(DATA EXCERPTS):
------------------------

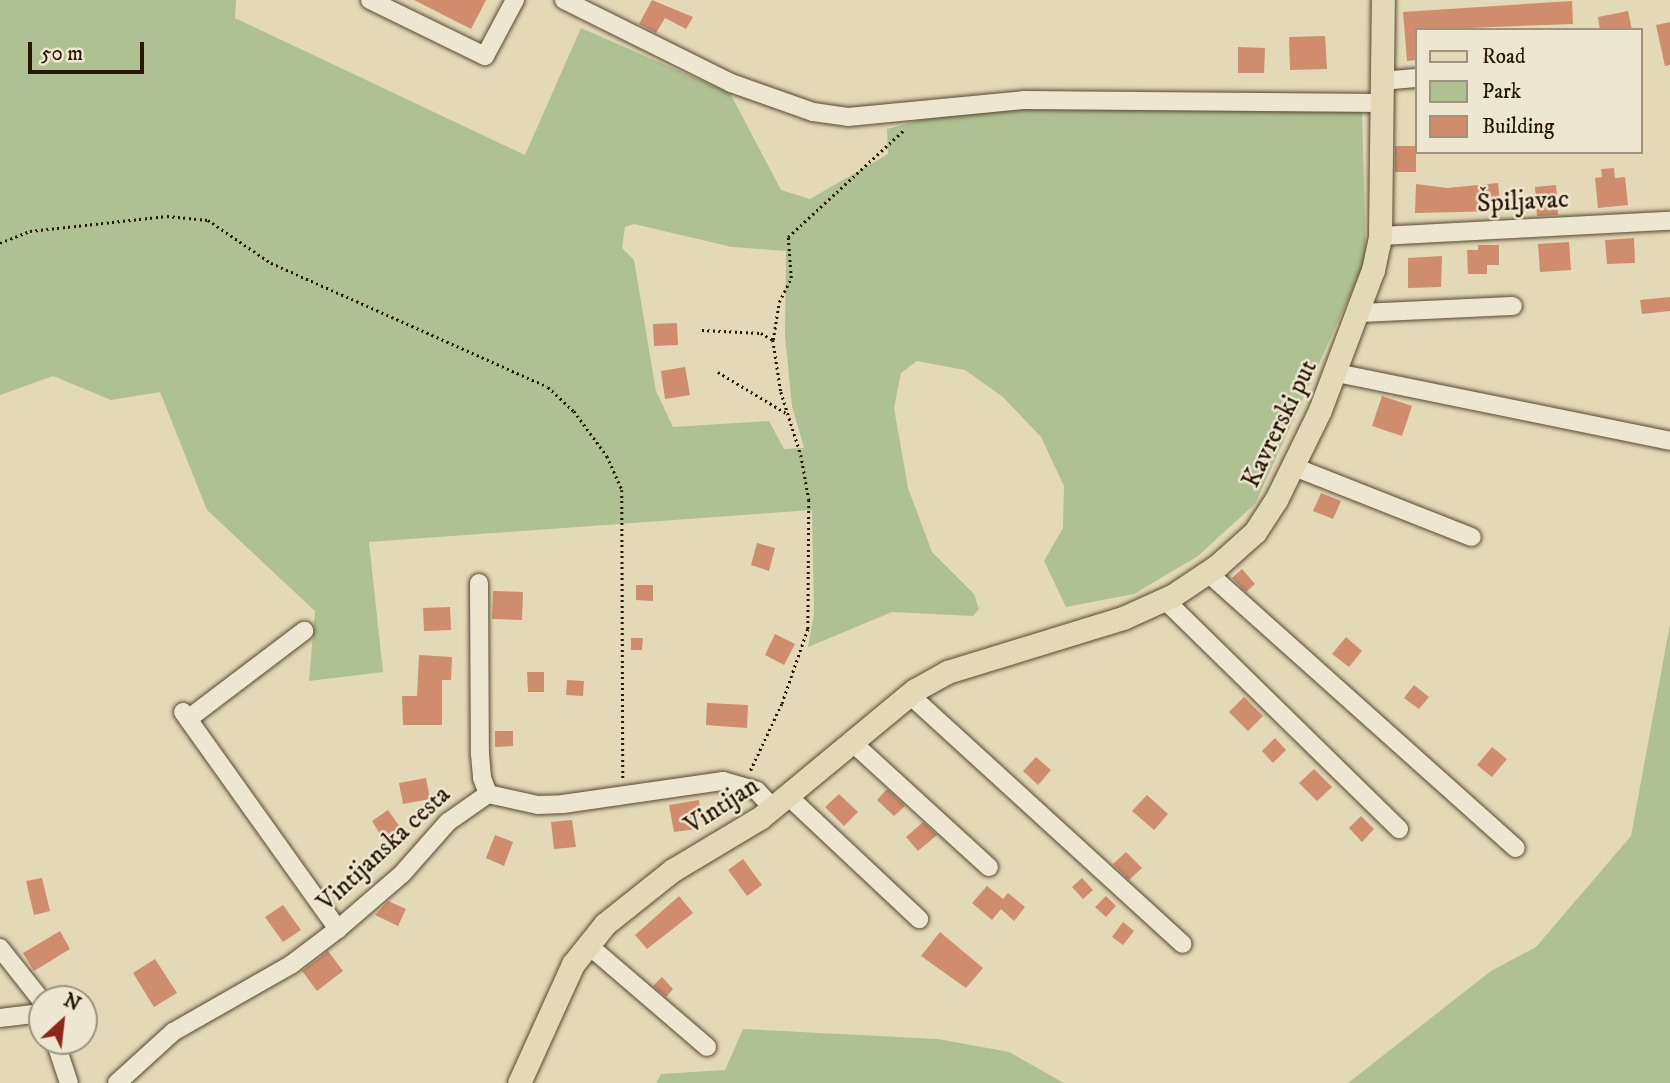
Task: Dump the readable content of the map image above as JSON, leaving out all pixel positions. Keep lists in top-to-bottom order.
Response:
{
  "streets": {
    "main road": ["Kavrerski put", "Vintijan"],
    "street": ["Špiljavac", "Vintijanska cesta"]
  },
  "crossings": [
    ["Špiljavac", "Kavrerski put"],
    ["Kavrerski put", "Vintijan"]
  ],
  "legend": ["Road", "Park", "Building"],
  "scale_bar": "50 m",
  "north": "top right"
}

------------------------

(WHAT IS EXPECTED): When you return the records, keep every word unchanged and drop the pictures.

(RESPONSE):
Task: Dump the readable content of the map image above as JSON, leaving out all pixel positions. Keep lists in top-to-bottom order.
Response:
{
  "streets": {
    "main road": ["Kavrerski put", "Vintijan"],
    "street": ["Špiljavac", "Vintijanska cesta"]
  },
  "crossings": [
    ["Špiljavac", "Kavrerski put"],
    ["Kavrerski put", "Vintijan"]
  ],
  "legend": ["Road", "Park", "Building"],
  "scale_bar": "50 m",
  "north": "top right"
}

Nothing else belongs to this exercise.